▸ INSTRUCTIONS FOR THE TASK
Among the entries below, count each line holding the word "lines". Write only the number.

▸ EXERCISE INPUTS
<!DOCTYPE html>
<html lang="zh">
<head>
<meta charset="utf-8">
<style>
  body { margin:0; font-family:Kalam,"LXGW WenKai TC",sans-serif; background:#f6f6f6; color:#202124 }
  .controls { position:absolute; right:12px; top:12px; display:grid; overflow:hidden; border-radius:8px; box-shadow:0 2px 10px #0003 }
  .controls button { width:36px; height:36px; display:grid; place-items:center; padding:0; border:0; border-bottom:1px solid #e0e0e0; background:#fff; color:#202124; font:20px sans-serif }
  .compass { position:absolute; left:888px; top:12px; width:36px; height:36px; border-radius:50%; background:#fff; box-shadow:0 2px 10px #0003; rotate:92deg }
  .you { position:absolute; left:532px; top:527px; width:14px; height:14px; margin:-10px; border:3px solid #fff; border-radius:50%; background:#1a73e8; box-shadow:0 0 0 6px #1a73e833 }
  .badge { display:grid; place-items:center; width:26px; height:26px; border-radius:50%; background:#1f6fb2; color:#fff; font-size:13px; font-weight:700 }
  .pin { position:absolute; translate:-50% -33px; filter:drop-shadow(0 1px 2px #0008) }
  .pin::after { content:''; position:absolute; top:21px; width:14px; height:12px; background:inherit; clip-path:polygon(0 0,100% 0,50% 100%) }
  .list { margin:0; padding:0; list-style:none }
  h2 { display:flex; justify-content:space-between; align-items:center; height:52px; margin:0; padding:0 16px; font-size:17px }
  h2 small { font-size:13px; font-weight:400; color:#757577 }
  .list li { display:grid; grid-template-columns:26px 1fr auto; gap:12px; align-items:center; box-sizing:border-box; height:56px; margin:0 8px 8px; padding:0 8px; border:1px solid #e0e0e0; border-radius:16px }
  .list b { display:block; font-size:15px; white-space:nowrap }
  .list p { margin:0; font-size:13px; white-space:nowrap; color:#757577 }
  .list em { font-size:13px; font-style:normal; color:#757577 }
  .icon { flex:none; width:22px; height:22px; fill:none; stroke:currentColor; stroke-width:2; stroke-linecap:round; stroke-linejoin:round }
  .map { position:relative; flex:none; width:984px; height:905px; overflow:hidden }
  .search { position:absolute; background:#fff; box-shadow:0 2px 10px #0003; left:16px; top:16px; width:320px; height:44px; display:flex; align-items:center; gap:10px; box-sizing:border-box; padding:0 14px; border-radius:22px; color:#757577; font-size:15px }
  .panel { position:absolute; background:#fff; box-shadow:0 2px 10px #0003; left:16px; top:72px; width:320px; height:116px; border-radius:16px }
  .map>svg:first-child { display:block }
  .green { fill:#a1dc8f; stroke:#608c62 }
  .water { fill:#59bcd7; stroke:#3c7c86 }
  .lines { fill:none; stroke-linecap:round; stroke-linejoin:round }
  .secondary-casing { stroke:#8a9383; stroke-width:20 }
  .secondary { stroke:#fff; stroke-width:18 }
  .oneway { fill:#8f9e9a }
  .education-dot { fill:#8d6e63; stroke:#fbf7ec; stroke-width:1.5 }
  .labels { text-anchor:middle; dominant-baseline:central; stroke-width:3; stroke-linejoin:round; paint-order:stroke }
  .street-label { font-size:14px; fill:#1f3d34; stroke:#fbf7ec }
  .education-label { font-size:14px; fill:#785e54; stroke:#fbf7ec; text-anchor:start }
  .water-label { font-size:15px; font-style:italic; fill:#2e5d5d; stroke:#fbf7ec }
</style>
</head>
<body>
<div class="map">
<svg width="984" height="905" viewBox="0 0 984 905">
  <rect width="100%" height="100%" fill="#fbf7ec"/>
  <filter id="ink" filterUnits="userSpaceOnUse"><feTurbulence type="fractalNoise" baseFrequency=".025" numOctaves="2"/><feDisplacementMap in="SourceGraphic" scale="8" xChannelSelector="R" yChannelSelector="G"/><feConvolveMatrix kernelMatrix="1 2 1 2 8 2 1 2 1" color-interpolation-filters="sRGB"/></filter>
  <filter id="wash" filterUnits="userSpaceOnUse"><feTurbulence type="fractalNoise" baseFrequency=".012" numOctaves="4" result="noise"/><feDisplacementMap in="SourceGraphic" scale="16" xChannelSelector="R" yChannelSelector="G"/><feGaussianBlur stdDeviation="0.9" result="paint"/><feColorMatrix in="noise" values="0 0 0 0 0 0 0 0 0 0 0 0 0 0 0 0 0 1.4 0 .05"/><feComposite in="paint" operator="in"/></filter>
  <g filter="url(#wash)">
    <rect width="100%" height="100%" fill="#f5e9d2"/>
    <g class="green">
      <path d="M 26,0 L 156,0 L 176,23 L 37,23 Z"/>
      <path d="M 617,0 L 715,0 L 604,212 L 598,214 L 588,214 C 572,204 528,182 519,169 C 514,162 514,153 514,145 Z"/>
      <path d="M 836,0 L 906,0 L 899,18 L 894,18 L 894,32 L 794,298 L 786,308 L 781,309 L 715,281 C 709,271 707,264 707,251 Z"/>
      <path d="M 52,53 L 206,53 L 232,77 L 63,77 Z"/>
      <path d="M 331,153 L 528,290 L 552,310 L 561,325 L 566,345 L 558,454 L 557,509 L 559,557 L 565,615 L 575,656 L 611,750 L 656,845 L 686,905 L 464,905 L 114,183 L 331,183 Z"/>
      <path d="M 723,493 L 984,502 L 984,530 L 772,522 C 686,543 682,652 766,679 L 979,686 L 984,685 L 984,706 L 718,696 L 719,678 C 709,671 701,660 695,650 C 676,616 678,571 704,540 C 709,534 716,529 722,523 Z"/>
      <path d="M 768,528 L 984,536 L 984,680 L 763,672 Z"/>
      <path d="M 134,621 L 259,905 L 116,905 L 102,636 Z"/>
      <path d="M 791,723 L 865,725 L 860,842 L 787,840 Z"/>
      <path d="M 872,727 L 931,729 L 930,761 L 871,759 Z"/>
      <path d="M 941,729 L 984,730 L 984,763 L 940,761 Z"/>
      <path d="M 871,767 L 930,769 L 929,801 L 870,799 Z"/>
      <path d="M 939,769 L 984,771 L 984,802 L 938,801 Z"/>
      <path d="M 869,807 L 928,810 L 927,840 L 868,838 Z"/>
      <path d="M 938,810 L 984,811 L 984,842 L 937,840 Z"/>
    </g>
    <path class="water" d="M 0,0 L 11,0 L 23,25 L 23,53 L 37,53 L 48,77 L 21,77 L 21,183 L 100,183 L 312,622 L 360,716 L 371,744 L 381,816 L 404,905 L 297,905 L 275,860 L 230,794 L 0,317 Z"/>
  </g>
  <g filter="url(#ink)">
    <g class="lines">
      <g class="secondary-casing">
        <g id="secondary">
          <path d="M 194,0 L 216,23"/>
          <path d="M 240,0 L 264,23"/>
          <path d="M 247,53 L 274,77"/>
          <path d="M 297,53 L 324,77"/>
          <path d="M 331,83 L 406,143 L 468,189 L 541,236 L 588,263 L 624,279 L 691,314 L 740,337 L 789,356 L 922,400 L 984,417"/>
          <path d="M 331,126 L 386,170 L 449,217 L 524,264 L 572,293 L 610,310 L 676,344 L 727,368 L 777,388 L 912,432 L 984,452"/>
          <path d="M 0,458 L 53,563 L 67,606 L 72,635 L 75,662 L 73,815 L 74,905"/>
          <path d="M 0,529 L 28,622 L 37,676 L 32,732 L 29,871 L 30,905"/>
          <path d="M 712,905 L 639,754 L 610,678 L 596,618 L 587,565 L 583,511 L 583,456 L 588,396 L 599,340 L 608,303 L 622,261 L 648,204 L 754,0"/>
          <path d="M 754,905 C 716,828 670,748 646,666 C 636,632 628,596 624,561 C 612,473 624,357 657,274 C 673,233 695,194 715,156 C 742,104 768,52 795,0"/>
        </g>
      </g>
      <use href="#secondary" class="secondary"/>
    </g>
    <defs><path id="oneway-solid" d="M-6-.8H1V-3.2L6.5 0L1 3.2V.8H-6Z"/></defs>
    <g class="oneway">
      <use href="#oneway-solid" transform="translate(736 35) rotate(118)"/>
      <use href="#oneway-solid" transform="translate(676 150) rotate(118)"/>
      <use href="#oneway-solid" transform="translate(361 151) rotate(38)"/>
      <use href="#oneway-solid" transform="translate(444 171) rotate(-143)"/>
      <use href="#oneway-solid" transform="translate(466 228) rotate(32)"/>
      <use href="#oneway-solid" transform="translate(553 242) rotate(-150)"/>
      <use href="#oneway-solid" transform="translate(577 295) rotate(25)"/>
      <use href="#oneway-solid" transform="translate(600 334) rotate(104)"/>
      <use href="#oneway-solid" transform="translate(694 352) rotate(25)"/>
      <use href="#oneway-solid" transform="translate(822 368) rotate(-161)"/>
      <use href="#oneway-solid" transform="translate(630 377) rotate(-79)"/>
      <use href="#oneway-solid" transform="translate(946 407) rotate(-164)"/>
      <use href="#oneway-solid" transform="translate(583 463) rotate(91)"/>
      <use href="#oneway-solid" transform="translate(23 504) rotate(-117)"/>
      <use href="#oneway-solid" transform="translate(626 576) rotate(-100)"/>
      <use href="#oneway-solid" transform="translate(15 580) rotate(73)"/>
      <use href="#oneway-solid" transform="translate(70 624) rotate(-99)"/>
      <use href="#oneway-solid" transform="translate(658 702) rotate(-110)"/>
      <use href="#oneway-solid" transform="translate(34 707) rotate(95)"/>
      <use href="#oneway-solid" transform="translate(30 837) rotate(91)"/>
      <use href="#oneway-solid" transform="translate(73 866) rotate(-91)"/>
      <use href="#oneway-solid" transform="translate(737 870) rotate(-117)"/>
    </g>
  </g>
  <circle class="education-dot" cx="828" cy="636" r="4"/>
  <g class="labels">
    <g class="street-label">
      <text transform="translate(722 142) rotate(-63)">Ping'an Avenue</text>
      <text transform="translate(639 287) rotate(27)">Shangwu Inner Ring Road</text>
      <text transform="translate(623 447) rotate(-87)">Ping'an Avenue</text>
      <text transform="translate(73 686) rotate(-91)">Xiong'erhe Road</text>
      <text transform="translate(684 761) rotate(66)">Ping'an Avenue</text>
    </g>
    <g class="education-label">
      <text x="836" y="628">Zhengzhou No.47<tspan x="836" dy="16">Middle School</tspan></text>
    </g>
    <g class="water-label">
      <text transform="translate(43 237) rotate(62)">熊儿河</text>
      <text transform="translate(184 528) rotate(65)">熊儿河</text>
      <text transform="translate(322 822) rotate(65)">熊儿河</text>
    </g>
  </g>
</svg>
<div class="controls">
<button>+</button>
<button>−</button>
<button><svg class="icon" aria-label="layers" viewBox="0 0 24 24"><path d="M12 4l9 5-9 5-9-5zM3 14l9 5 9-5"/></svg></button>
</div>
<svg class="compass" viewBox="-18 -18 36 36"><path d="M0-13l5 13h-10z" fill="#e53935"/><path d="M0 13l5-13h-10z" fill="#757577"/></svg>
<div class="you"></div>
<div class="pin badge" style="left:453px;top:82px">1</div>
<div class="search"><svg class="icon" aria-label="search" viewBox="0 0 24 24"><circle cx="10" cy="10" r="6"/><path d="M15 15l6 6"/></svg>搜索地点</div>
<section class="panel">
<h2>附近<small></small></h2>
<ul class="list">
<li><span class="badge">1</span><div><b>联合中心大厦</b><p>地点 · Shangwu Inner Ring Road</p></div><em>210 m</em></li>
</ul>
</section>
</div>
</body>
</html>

▸ ANSWER BOX
2